Hace un tiempo me dijeron que cocinar
es una forma de dar amor. Desde entonces esas palabras han retumbado en mi
mente, pero sobre todo las he asociado con mis recuerdos.
Recuerdo cuando de pequeño la vida en
la casa giraba en torno a la cocina. En ese entonces las dos mujeres en la
familia eran mi mamá (Sisa) y tía Rafaela. Ellas se dedicaban, entre otras
cosas, a las labores culinarias. Nada complicado, ni rebuscado. Simplemente
cocinaban de manera sencilla con lo que había a la mano.
Y, parece mentira, pero luego de mucho
tiempo (recientemente), entendí que cada vez que ellas estaban en la cocina en
sus labores diarias cocinando el plato de turno, lo que estaban haciendo era un
acto de amor.
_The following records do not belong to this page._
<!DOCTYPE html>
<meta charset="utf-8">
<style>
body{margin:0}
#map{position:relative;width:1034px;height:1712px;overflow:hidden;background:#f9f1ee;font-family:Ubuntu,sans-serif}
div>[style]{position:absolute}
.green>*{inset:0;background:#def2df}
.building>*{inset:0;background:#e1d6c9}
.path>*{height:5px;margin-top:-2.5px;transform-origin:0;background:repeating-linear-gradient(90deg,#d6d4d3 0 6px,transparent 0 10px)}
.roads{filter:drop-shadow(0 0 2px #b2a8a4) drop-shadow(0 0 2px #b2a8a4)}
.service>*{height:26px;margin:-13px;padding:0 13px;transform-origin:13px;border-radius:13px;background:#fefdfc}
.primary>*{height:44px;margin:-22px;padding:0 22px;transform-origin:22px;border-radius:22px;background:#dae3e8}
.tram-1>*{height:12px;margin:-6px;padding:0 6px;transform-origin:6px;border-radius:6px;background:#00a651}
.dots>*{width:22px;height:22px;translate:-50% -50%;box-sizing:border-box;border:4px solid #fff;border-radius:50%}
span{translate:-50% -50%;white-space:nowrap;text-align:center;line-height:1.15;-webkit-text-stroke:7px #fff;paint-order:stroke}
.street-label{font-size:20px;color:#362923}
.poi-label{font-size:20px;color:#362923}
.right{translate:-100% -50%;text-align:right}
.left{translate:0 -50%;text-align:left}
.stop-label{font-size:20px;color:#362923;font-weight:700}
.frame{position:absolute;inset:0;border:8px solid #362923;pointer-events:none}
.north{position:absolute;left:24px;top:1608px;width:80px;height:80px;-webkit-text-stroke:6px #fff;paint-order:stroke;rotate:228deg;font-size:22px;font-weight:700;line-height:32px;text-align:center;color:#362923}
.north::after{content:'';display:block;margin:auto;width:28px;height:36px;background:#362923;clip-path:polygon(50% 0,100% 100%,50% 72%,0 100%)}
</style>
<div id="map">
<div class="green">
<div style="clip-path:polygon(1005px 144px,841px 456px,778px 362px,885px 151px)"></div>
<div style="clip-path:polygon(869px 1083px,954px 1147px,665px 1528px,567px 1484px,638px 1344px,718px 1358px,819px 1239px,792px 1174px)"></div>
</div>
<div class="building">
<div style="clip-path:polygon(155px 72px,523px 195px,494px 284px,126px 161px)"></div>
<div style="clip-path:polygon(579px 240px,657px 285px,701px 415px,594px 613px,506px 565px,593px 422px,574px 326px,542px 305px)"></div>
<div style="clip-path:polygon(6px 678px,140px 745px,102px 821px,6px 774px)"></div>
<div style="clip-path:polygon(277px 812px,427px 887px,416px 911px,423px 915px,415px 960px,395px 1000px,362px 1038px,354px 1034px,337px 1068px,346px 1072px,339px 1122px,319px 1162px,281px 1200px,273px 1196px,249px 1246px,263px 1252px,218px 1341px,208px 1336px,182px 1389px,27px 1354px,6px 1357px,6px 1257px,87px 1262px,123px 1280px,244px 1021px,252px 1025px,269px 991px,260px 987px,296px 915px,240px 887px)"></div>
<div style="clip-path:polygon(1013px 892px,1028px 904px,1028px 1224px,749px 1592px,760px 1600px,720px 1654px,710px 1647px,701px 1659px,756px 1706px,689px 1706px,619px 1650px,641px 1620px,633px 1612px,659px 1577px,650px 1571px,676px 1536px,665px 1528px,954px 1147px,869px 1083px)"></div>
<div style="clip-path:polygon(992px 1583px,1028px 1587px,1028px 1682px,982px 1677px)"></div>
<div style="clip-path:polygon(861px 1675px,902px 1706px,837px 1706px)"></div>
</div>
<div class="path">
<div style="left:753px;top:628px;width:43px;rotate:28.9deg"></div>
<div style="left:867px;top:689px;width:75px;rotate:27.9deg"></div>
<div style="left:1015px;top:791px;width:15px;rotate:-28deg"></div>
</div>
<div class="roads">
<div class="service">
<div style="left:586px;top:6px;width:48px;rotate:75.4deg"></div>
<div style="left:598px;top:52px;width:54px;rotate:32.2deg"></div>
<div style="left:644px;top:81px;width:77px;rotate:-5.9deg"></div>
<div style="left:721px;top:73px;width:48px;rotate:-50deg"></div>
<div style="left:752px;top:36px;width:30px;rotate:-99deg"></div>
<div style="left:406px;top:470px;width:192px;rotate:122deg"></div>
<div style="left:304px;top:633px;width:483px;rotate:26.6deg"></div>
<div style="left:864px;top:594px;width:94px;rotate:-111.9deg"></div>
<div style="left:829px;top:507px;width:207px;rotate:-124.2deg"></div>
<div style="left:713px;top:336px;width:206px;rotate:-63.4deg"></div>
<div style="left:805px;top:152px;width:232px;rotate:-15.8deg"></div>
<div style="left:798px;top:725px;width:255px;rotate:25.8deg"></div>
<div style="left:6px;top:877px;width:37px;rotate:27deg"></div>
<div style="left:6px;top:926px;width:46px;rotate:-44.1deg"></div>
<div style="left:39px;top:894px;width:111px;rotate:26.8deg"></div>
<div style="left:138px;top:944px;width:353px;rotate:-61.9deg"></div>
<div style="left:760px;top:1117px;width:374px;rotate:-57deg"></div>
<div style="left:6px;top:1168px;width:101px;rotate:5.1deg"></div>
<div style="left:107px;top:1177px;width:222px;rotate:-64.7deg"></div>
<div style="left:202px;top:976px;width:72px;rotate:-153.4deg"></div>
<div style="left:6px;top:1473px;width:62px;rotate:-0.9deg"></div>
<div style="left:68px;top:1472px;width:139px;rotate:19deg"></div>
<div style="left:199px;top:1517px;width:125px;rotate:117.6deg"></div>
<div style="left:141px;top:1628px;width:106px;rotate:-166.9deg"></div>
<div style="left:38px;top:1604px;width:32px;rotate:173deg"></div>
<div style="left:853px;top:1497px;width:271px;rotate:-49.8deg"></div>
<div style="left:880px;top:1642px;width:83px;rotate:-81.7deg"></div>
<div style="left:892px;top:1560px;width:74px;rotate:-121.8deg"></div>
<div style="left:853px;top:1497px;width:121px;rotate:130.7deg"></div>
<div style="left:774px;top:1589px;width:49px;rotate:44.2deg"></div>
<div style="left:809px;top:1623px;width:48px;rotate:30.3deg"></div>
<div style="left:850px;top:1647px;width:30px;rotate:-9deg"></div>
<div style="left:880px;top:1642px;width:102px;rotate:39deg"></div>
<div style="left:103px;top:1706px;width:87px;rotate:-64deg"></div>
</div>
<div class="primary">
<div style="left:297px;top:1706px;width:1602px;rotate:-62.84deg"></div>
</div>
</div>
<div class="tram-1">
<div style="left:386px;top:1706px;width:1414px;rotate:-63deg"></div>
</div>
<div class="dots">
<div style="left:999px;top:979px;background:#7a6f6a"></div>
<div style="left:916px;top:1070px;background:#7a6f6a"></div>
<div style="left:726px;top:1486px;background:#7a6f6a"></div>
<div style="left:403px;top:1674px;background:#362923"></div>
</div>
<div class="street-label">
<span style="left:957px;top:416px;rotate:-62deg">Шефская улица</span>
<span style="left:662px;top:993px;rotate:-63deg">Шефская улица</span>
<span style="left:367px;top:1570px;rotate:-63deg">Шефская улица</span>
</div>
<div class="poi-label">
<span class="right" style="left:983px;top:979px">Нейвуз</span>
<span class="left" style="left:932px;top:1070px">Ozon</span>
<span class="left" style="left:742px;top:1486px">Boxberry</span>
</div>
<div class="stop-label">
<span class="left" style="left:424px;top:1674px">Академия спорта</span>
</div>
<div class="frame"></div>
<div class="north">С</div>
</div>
Que no obstante las dificultades propias de la época, día tras
día, una y otra vez, seguían dándonos amor a través de la cocina.
Por lo que a partir del momento en que
oí ese comentario, he respetado mucho más a todos los cocineros y cocineras que
con su labor en la cocina, llevan amor en un plato preparado con sus manos a
otras personas.
Pero también hay reciprocidad en este
acto. Desde el momento que me dediqué a aprender sobre cocina, y luego cuando
preparaba junto a mis hijas los platos que otros degustarían, y que humildemente
les ofrecíamos, veíamos las caras de satisfacción y de agrado, y al oir sus
elogios, entendí que la tarea era muy gratificante, porque era una manera de
recibir amor también desde el otro lado de la mesa.